Day 46: shake, rattle and roll, shake, rattle and roll

Miles: 268

countries: Kazakhstan

We started the day off slow reattaching the sump guard yet again just on the main road. Two local cars stopped by and we chatted, they tried to help, and pointed us in the right direction to a welder.

On the way to the welder, we got flashing lights from a passing car that we had a flat. It was hard to tell on these "roads". Justin hammered it in and we continued our way to the town where the welder was closed. Not wasting time we continued on which brought us to the Grand Canyon. The road actually became fairly decent and went right through the canyon, it was absolutely stunnkng. A local said there are only 2 canyons this big in the world, I'll let you guess which one is the other, so if we take his word for it, there's an item of the list ticked off.

We had to make a decision just past the canyon on whether we'd be taking a detour. Apparently there was a lake here that had trees growing out from in the middle of it and was a sight to behold. We were told it's about 100km and considering we'll be seeing nothing in Kazakhstan for the next 4 days, we figured "let's do it".

100km of shit shit shit road. Like, if it was gravel road, fine, but it wasn't even that. It was a minefield of rocks and potholes resulting in 10km/h. It took us 3 hours to get there, and only because we came to a river where we had to stop and hitch a ride the rest of the way.

Back up. We followed the one road through the mountains and ended up following a guy in a military uniform on an ATV that seemed to know where he was going. Only we ended up at a "you can't pass this gate" gate with him laughing at our choice of car. He said we couldn't come here and not make it all the way to the lake - that it was absolutely worth seeing but that we wouldn't make it in our car. We were also at a river crossing. He used a lot of "ну блин" terminology mocking us and suggested we walk the rest of the 6-7km.
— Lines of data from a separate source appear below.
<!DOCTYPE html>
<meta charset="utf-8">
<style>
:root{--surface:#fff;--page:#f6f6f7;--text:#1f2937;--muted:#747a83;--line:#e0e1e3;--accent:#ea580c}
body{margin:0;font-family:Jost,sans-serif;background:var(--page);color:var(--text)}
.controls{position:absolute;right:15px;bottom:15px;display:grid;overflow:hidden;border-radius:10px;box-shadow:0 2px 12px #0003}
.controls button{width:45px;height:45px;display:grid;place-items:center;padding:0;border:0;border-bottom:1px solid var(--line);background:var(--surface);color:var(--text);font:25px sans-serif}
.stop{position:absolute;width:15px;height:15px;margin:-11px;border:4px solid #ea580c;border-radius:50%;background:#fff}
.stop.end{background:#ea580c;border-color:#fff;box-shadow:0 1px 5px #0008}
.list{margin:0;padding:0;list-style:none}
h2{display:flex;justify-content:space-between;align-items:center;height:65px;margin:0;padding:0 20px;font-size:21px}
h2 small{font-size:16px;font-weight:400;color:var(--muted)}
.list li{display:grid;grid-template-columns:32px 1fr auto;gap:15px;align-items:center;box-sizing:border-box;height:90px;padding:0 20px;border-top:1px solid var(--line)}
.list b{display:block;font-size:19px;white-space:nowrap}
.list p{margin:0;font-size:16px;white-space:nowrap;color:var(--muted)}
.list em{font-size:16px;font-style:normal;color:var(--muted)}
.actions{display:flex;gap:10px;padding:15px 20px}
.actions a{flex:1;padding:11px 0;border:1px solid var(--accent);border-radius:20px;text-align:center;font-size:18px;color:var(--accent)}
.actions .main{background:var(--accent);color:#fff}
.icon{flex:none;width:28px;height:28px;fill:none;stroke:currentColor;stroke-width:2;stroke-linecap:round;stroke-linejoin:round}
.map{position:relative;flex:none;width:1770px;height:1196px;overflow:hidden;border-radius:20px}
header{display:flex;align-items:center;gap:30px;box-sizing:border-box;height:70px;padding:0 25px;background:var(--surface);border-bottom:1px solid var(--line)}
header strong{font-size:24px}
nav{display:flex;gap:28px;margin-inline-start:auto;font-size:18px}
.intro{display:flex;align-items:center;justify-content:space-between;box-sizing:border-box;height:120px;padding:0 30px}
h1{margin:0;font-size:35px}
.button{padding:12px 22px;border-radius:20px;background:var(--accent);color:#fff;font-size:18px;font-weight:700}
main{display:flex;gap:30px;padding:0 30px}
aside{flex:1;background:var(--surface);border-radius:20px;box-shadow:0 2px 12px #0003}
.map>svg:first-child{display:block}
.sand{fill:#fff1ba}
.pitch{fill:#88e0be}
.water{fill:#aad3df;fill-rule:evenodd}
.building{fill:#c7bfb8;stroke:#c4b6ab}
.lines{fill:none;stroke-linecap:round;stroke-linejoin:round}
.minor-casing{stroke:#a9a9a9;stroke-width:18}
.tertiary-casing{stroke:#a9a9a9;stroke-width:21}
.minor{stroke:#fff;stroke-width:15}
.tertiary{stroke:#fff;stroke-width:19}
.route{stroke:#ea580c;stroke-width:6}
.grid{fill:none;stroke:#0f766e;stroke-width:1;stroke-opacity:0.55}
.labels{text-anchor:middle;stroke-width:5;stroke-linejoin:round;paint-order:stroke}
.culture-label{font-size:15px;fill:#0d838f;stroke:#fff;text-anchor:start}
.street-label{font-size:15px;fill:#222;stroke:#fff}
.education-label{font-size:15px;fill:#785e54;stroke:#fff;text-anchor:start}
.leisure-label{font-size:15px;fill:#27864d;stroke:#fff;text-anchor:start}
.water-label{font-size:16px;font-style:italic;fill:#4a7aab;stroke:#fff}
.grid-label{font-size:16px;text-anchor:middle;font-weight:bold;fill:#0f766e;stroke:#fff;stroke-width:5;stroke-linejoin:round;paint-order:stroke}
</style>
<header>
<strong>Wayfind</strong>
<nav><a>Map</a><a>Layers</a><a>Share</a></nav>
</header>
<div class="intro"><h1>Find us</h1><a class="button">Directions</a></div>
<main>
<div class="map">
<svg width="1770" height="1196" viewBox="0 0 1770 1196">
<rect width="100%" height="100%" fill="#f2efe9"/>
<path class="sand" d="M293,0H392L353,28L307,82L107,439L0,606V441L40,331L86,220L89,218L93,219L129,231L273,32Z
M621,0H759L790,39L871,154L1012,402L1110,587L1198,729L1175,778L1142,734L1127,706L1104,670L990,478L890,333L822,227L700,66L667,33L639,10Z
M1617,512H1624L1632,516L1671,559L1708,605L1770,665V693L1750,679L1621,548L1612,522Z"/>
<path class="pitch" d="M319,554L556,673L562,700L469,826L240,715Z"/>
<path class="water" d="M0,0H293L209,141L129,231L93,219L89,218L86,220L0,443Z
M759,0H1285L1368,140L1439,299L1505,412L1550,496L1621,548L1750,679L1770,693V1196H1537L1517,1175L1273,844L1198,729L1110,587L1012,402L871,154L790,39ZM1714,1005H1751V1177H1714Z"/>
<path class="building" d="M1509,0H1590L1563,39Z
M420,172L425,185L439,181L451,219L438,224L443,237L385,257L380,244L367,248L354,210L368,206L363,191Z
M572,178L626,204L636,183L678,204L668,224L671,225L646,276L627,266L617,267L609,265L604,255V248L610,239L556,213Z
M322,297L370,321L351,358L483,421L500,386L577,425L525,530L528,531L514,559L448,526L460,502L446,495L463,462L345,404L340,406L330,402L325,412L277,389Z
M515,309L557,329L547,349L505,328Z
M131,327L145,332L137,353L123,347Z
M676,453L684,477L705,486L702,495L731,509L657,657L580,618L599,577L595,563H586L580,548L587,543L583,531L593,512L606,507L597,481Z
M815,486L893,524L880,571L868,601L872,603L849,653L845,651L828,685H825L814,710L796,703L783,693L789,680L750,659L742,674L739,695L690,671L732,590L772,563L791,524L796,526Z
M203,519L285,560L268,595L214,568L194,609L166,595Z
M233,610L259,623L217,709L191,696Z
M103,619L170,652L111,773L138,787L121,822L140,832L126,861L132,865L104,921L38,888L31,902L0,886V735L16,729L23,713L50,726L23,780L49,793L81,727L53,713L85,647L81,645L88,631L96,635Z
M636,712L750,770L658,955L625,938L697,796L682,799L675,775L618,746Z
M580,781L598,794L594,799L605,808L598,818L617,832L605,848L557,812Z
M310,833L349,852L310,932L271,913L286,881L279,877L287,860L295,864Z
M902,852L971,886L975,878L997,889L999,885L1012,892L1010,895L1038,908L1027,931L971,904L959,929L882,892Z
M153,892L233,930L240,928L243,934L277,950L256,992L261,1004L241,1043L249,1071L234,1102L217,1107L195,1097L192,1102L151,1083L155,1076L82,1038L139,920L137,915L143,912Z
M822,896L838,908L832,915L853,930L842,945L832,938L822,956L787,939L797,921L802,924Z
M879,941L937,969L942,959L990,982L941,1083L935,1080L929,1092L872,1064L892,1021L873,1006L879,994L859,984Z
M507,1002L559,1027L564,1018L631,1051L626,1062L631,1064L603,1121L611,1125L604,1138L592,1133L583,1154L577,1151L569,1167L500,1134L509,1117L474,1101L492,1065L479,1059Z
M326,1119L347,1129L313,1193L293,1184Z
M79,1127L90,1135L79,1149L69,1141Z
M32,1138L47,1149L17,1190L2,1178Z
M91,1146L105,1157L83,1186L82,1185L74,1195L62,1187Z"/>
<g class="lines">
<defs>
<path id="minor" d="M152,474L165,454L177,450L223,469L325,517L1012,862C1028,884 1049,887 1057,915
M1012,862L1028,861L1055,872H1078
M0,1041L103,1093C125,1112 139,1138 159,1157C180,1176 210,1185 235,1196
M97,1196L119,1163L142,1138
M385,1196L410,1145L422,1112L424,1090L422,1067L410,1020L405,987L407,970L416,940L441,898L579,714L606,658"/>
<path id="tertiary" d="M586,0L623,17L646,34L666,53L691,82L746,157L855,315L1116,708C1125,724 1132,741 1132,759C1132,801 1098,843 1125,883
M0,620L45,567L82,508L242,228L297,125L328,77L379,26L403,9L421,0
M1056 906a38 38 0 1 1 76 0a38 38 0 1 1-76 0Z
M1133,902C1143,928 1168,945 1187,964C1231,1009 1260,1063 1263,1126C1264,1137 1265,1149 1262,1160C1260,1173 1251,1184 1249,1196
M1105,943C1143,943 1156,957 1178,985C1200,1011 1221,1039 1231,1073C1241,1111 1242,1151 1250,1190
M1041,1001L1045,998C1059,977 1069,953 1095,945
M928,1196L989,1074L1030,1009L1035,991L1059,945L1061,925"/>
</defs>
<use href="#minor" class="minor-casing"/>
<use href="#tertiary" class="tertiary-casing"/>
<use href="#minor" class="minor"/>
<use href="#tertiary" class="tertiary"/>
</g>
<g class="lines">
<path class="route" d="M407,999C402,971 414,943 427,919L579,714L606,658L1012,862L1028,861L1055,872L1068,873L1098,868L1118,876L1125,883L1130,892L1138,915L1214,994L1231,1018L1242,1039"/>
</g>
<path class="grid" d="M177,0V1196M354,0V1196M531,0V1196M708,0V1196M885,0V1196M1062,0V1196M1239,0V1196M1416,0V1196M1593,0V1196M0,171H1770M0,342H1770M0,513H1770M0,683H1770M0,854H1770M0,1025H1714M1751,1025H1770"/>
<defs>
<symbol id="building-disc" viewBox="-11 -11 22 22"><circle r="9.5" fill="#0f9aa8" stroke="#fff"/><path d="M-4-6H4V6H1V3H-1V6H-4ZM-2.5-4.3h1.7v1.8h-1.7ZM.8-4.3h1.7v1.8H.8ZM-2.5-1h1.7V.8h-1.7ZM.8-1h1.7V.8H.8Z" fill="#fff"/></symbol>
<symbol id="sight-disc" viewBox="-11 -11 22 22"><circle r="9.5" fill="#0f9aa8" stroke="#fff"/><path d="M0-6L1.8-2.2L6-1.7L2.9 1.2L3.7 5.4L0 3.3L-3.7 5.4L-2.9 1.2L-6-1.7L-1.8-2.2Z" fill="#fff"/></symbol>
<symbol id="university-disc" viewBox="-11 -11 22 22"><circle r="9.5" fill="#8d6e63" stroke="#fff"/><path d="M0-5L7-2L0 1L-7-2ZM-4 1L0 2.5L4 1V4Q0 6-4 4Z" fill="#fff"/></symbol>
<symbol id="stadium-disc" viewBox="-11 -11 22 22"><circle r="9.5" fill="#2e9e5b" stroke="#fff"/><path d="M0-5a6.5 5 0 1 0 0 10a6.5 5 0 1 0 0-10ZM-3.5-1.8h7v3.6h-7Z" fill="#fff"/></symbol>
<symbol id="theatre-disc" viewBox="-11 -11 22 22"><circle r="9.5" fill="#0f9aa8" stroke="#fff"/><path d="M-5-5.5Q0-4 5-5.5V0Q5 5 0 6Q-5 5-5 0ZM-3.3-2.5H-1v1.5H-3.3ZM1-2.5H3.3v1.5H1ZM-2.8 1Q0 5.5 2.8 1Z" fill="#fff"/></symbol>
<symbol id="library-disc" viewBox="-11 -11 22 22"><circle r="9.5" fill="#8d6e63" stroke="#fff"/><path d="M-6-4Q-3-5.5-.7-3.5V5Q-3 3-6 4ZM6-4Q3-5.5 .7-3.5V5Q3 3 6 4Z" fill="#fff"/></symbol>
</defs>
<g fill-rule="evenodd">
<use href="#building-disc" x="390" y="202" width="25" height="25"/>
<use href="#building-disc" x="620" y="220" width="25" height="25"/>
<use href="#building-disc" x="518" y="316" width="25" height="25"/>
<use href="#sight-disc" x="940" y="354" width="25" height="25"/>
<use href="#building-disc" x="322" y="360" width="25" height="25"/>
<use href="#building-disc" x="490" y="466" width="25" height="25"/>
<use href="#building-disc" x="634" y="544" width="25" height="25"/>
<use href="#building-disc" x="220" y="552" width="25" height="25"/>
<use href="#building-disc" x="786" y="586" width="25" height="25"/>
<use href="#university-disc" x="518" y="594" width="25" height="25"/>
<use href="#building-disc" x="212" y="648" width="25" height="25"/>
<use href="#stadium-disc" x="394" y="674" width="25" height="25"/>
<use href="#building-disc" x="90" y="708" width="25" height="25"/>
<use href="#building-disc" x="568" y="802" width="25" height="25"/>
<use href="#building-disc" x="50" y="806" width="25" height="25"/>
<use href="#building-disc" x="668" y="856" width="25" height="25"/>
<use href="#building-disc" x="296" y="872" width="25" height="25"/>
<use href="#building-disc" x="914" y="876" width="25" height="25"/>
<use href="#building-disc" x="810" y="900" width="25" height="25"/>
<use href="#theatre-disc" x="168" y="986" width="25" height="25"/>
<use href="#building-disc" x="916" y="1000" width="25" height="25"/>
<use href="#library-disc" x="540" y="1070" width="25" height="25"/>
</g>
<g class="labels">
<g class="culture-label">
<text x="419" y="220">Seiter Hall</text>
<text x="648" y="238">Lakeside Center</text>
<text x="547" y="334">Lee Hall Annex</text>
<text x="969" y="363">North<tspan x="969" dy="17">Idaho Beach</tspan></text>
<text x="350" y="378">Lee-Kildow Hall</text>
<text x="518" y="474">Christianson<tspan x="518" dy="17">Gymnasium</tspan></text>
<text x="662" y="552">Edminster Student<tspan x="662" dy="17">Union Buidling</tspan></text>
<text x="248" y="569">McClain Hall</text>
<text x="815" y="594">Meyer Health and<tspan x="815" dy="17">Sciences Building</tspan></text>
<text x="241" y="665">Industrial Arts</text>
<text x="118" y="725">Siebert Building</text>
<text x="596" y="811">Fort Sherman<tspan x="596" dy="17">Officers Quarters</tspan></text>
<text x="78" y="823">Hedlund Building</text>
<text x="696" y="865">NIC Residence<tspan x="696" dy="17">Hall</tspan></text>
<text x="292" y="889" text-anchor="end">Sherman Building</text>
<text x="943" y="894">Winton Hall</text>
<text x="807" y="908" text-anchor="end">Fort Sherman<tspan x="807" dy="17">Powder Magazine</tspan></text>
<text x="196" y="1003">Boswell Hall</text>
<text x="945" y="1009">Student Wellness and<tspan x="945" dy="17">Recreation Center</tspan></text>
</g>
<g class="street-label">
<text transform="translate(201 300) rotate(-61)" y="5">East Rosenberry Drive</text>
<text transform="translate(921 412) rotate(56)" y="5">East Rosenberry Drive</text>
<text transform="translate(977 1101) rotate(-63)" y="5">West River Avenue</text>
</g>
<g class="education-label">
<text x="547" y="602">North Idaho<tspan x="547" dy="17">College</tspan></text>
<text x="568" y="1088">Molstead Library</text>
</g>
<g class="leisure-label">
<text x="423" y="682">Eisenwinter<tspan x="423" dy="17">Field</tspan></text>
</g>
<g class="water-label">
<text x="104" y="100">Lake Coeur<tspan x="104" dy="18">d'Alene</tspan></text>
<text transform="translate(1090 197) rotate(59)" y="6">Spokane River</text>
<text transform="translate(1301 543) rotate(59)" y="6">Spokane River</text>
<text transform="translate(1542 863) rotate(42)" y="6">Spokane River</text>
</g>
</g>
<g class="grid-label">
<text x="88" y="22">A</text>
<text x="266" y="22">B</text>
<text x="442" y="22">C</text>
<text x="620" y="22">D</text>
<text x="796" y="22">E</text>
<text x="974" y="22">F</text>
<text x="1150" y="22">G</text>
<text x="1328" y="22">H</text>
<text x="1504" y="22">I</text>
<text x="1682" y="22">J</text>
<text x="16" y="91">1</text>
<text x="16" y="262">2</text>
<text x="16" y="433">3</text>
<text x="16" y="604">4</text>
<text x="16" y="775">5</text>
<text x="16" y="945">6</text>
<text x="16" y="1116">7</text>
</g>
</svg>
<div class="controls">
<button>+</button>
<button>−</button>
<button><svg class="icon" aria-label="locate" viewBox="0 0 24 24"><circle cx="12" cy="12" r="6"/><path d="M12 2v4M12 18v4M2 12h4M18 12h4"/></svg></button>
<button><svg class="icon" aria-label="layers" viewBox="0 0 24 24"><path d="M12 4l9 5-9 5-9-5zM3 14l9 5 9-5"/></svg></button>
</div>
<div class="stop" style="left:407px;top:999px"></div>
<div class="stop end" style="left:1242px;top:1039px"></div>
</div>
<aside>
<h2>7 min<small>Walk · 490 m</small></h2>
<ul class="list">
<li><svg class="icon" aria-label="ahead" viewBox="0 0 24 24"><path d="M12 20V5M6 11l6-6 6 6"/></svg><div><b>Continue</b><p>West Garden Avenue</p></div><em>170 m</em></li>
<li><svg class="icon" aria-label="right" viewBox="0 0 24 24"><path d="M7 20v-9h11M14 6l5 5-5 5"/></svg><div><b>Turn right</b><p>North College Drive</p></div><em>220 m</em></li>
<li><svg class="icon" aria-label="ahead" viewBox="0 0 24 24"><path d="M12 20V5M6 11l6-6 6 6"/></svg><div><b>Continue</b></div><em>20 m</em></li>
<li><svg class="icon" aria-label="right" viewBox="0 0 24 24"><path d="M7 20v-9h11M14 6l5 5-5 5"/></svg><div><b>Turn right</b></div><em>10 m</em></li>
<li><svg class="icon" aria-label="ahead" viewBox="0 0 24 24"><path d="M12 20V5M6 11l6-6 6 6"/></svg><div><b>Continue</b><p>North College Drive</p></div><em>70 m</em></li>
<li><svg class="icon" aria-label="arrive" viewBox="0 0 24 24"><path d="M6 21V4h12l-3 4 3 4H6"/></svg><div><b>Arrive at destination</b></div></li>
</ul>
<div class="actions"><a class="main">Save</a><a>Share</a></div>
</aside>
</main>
We debated for a while since that would be another hour each way. We finally decided to get in the car and drone our attempt through the river when an SUV pulled up with a family and offered us a ride. Thank god, seeing what the rest of the road was like, there is no way we would've made it by foot or by car. Half of it was through a river, and the other half had such deep tire prints in the ground, we would've 100% bottomed out.

We grabbed our watermelon and jumped in the car. Sweet family but zero regard for safety. No seatbelts, there were 5 of us in the backseat, and displacing the uncle into the trunk so justin could ride shotgun. But absolutely sweet, and they didn't let us pay entrance for the park. They loved our story and insisted we come back and stay with them next time.

There was another 500m hike from the parking lot but the view was amazing. We sat around for a little while then went back to the parking lot where we shared a meal. They insisted we eat bread with the watermelon and kept serving us their homemade national bread. It was actually a really good combination, would eat again! But oh my god, so much. We didn't finish one piece before there was already a new pile placed in front of us, and oh the pressure to keep eating!

Sated, we hitched a ride back with the other van that came at the same time since the family was going on to see the next lake down the "road" and we decided we had no time. Our estimated 2-3 hour detour was already 5 hours and we still had a 3 hour ride back to the main road since this was a dead end, and then anther 2-3 hours to the city we aimed to be at by today. And it was already 5pm.

The other tourist in the van was a flight attendant who got 4-5 days off in a row and travelled every month. She just came here on her own and it was quite interesting to hear her worldly stories.

We got back to our car and didn't get far before having to fix the sump guard yet again. It's amazing how many locals ask if we're aware we have something dragging and they can hear it a mile away. Also that our exhaust is capoot. Yes, we are aware, it's hard not too when the whole car is vibrating and roaring.

On the way back, justin seemed to decide he's done being careful and really took the crazy roads at a good speed. When we say the roads are like washerboards, we mean the car rattles so much the screw holding up the mirrors fell out, and as we found out when we lifted the car at the mechanic's in Almaty, so did the exhaust. It wasn't even attached at ALL, only held up by the sump guard half a foot off.

We stopped at the mechanic's around 11pm when asking what time they'll open in the morning and they insisted on taking a look right away. They fixed both the exhaust and the sump guard and wouldn't take a penny. We chatted the whole time and turns out we were the third team they've helped, but the first one to actually explain what it is we were doing since I was the first Russian speaking. We were there for much longer than we meant to be but after gifting them a few packs of American cigarettes and a moose pencil souvenir, we set up camp in the next plaza over and watched some drunk girls pee in the middle of the lot holding up a towel for each other. We couldn't laugh, we did the same thing with the bushes between our car and the main road. We've lost all regard for shame at this point considering our bathroom is everywhere and anywhere it needs to be.